Существующие гностические писания ясно показывают, что гностики всегда присутствовали в мире, хотя они подвергались угнетению и частым угрозам истребления со стороны темных сил, которые противостояли им с самого начала. Гностики, называемые «великой расой Сифа», будут терпеть бедствия вплоть до будущей эры, когда Просветитель (Phoster), иногда отождествляемый с Иисусом, не установит время знания и освобождения. Духовные отпрыски Сифа ведут продолжающуюся борьбу не с церковью или ее инквизицией, а с теми метафизическими противниками, о которых Ипостась Архонтов говорит:
«…великий апостол говорил нам относительно “властителей тьмы”, “не против плоти и [крови] выступаем мы; но против властителей вселенной и духовных (сил) зла»
«Великий апостол» - это, конечно, св. Павел, и эта сокращенная цитата взята из послания к Ефесянам (Еф,6.12).
Природа Гностической экзегезы
Что побудило гностических истолкователей Бытия провозгласить такую необычную версию истории сотворения? Хотели ли они только горько критиковать Бога Израиля, как заставляют нас верить отцы церкви? Несколько возможны причин не обязательно исключают друг друга, а в некоторых случаях и дополняют.
Во-первых, гностики, наряду с некоторыми другими ранними христианами, рассматривали Бога Ветхого Завета как помеху. Члены более интеллектуальных кругов раннего христианства были людьми, обладающими определенной духовной утонченностью. Хорошо знакомым с учениями Платона, Филона, Плотина и похожих учителей пришлось бы трудно с Богом, выказывающим мстительность, гнев, ревность, племенную ксенофобию и диктаторские претензии. Гораздо более подходил тонкой философии гностицизма добрый и благородный персонаж Иисус и его учения. Гностики, вероятно, просто сделали логические выводы из этой дихотомии и окрестили Бога Ветхого Завета демиургом, малой космической сущностью.
Во-вторых, как уже отмечалось, гностики были склонны интерпретировать древние писания символически. Современные богословы, такие как Пауль Тиллих, чувствовали бы себя вполне комфортно с гностиками, чье толкование Бытия часто было приблизительным.
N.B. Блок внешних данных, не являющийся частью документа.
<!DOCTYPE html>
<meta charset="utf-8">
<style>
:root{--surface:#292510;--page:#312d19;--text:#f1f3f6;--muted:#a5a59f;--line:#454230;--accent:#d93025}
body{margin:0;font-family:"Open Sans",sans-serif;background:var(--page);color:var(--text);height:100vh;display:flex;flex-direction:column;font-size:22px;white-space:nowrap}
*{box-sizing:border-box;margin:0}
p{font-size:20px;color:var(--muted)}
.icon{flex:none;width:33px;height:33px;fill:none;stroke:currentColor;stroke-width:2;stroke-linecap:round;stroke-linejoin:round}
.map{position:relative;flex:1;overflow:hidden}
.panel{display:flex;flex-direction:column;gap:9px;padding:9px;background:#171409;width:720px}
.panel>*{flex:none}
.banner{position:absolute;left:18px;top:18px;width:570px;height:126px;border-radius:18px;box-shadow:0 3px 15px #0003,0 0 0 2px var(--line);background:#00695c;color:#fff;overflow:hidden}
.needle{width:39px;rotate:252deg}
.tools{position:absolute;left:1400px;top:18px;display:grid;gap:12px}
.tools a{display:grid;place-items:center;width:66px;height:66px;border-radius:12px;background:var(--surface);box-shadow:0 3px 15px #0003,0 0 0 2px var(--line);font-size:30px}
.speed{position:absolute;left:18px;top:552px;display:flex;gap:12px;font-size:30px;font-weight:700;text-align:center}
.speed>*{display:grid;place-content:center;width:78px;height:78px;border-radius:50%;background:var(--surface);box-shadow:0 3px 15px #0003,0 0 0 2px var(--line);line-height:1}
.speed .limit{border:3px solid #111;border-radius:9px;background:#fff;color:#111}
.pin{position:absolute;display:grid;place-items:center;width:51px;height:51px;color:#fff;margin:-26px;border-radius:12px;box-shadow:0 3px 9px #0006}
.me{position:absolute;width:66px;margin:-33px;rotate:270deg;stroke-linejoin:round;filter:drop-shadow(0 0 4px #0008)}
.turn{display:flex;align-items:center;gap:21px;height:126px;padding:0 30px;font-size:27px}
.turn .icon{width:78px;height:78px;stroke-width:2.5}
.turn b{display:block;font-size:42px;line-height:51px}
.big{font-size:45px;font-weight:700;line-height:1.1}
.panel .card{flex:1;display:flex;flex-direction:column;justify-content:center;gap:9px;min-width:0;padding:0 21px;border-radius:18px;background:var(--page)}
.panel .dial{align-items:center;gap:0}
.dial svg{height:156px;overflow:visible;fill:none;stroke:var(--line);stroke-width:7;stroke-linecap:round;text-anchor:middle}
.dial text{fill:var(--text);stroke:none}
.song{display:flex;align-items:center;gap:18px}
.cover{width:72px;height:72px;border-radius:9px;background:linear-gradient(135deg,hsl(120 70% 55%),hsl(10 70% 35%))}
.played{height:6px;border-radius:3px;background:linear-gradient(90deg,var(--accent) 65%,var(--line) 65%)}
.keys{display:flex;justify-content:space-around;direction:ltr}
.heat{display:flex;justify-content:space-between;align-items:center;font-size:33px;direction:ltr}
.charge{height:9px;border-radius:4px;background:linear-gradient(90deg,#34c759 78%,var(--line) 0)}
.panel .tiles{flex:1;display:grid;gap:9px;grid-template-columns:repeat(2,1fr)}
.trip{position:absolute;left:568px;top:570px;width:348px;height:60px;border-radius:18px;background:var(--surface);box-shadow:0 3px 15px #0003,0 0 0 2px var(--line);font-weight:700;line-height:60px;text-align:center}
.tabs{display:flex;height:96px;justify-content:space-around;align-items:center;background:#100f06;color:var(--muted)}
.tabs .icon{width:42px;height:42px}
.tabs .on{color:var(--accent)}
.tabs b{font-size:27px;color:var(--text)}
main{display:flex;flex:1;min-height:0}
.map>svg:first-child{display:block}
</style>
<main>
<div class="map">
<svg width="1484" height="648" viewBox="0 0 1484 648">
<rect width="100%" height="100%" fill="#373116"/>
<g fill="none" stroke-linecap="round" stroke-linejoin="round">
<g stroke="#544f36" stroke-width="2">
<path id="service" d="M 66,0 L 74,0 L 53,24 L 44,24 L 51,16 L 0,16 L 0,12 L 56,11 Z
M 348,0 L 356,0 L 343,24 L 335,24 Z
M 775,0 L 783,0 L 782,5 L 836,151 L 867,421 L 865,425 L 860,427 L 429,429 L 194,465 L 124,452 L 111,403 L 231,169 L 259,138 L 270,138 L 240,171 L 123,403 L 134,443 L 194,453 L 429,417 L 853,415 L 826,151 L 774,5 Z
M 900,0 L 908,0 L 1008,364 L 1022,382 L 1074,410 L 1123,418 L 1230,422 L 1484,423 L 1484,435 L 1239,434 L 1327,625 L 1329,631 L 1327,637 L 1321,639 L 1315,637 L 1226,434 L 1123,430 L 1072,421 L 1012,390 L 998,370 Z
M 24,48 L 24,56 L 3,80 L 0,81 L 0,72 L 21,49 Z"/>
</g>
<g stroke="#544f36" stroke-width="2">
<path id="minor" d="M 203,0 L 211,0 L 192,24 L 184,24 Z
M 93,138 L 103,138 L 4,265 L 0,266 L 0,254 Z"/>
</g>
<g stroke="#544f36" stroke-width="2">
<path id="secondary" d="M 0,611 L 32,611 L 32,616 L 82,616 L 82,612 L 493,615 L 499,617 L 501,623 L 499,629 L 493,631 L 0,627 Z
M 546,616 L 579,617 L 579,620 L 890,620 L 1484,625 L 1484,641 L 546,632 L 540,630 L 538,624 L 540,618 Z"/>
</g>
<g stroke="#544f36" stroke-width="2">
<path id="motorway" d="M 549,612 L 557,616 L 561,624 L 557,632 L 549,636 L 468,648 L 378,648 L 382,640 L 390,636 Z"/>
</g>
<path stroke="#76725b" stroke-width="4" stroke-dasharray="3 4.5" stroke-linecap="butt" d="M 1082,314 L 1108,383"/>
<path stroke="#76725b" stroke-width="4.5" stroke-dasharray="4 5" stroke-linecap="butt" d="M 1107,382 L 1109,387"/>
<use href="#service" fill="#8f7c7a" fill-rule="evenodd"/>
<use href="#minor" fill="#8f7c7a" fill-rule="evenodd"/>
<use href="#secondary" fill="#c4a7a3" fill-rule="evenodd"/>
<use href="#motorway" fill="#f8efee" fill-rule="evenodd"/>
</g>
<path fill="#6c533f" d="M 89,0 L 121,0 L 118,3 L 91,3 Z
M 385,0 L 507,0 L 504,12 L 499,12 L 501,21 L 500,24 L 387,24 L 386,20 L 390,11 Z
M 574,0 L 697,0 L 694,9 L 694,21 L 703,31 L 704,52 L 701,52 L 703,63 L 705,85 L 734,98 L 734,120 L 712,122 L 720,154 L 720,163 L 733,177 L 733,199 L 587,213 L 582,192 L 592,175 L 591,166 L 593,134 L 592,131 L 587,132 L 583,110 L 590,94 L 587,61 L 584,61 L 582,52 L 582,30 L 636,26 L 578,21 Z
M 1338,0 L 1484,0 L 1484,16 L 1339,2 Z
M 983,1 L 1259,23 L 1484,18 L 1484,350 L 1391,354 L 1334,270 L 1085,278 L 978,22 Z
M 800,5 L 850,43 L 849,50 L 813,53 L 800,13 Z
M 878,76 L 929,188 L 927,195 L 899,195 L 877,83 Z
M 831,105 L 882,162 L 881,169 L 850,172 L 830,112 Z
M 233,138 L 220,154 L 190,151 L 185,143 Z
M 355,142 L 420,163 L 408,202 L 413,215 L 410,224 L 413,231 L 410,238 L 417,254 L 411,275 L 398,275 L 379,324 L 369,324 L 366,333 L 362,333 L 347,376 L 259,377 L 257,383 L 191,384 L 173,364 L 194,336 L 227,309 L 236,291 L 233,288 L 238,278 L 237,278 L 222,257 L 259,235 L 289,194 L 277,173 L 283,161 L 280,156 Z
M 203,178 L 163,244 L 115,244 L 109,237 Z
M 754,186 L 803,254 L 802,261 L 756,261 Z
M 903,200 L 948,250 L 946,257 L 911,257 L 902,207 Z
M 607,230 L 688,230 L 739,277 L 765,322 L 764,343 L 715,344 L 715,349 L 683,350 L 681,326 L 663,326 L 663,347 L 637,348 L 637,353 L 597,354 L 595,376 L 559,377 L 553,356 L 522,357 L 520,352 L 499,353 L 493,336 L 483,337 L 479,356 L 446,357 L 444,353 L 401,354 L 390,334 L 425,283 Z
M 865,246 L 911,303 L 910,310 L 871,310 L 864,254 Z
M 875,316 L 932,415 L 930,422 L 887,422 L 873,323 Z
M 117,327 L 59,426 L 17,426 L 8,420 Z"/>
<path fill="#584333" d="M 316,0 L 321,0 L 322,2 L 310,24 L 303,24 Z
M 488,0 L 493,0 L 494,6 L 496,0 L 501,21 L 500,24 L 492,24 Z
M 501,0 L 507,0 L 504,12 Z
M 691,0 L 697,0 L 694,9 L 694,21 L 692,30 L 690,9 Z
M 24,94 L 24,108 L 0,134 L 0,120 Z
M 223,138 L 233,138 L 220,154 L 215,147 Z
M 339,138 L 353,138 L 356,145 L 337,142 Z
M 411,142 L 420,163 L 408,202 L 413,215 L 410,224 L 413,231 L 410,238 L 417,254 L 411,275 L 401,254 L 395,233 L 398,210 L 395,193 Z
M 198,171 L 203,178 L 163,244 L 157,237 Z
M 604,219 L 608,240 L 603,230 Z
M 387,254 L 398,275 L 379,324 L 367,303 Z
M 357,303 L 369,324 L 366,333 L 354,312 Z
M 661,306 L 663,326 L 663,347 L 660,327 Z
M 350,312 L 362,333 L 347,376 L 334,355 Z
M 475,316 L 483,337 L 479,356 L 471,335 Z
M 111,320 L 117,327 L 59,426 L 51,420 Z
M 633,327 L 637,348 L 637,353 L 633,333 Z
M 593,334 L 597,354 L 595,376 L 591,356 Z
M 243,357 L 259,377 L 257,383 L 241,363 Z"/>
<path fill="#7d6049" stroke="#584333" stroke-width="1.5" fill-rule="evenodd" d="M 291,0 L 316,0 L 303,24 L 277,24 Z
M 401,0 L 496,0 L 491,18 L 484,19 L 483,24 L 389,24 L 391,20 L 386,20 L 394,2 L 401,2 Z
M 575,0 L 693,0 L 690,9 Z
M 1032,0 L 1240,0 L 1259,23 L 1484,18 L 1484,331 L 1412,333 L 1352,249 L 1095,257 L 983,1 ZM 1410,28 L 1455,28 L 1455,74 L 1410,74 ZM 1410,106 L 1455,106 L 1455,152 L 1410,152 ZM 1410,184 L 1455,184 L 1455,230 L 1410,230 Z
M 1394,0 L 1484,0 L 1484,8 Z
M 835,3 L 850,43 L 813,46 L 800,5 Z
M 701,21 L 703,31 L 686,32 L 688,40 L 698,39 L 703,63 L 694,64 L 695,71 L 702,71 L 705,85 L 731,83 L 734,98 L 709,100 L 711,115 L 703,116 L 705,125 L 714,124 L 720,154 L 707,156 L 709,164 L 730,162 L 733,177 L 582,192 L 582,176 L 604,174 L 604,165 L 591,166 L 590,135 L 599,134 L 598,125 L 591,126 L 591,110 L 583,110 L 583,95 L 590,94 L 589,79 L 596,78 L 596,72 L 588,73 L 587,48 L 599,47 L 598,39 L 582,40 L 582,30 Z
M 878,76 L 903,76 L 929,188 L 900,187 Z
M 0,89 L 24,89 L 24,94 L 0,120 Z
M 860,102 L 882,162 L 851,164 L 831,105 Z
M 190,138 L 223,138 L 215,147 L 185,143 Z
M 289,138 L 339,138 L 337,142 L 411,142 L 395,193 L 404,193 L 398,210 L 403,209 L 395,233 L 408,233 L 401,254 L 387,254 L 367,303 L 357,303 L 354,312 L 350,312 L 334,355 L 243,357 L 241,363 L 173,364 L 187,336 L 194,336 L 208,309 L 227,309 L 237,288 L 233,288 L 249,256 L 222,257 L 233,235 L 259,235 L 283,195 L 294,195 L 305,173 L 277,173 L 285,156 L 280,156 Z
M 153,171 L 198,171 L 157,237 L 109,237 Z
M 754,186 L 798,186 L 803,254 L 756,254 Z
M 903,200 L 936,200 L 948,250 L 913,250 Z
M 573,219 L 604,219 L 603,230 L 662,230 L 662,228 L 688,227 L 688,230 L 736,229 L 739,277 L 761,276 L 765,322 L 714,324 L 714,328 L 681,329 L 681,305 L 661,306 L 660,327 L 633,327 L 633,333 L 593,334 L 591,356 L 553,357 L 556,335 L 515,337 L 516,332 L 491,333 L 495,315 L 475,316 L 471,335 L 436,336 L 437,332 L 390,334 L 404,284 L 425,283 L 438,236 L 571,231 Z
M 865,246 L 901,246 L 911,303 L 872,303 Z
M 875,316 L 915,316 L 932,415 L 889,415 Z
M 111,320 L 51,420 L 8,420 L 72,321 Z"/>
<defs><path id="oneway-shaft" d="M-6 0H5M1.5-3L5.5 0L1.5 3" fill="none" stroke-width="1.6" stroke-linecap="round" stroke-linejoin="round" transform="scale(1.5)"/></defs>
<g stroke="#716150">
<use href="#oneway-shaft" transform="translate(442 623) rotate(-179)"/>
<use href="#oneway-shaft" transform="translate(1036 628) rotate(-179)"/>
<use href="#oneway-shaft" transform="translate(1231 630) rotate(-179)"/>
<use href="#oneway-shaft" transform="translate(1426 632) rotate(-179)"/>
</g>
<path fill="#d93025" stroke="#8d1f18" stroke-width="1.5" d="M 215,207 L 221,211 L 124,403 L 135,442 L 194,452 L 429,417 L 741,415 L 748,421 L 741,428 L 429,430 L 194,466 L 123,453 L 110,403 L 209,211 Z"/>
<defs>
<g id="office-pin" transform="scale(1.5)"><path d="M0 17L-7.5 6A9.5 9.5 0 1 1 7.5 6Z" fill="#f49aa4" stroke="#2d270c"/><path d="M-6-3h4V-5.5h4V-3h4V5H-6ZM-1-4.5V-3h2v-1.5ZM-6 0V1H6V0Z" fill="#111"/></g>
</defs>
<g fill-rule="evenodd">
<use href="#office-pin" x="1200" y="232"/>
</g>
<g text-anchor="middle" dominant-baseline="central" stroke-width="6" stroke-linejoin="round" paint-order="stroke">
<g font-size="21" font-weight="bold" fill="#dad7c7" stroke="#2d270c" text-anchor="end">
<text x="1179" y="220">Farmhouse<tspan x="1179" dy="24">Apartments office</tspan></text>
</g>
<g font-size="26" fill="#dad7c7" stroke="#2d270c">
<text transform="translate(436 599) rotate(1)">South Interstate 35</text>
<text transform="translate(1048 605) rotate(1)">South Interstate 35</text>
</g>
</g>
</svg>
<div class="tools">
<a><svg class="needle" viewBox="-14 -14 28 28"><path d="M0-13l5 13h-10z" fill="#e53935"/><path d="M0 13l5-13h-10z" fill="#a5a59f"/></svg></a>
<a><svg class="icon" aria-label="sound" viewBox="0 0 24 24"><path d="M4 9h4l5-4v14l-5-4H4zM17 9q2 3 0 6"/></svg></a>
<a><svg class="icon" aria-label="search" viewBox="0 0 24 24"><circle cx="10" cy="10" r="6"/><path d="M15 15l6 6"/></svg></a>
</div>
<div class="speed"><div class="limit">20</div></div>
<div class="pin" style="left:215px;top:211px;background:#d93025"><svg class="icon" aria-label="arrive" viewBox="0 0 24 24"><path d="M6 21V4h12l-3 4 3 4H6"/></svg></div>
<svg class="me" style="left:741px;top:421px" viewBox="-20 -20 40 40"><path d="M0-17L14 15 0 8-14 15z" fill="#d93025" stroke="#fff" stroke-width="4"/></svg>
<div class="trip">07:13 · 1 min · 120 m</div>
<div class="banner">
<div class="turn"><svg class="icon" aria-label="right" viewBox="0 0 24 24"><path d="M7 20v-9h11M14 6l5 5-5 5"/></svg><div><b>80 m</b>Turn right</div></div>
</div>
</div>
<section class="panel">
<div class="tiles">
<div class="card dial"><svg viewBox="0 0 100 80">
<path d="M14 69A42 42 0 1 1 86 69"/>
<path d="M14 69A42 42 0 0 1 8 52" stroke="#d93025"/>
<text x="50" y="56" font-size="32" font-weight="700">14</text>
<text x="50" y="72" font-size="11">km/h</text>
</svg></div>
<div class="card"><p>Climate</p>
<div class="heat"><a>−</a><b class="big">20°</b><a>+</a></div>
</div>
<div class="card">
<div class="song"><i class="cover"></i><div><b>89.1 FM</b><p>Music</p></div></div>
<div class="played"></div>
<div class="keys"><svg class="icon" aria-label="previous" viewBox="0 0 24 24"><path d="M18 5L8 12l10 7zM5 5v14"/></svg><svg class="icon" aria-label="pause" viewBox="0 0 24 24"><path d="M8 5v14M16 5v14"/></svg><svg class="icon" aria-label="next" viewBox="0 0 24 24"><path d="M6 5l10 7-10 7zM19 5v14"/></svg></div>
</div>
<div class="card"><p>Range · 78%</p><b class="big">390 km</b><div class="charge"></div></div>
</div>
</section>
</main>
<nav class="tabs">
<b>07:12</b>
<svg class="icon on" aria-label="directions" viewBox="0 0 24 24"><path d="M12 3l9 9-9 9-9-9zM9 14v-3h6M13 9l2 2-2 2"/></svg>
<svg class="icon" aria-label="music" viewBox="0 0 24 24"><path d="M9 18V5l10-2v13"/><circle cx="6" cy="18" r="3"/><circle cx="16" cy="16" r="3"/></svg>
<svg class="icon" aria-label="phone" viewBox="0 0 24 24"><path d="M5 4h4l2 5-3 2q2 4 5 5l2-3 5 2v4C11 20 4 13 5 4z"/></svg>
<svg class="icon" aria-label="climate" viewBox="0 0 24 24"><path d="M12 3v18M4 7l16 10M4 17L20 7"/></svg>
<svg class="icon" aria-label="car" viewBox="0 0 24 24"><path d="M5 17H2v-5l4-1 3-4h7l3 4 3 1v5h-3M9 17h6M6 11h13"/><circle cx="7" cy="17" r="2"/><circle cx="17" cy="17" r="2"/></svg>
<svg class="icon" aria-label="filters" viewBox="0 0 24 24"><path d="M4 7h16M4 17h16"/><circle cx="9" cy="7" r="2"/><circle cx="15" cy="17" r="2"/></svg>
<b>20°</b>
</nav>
Тиллих утверждает, что история Падения была символом экзистенциальной человеческой ситуации, а не действительным историческим событием. Падение, пишет он, представляет собой «падение из состояния мечтательной невинности», своего рода пробуждение от потенциальности к действительности – данная интерпретация сходится с гностической, рассмотренной нами ранее в этой главе. Кроме того, Тиллих утверждает концепцию, подобную гностической идеи «двух Богов», когда говорит о «Боге над Богом».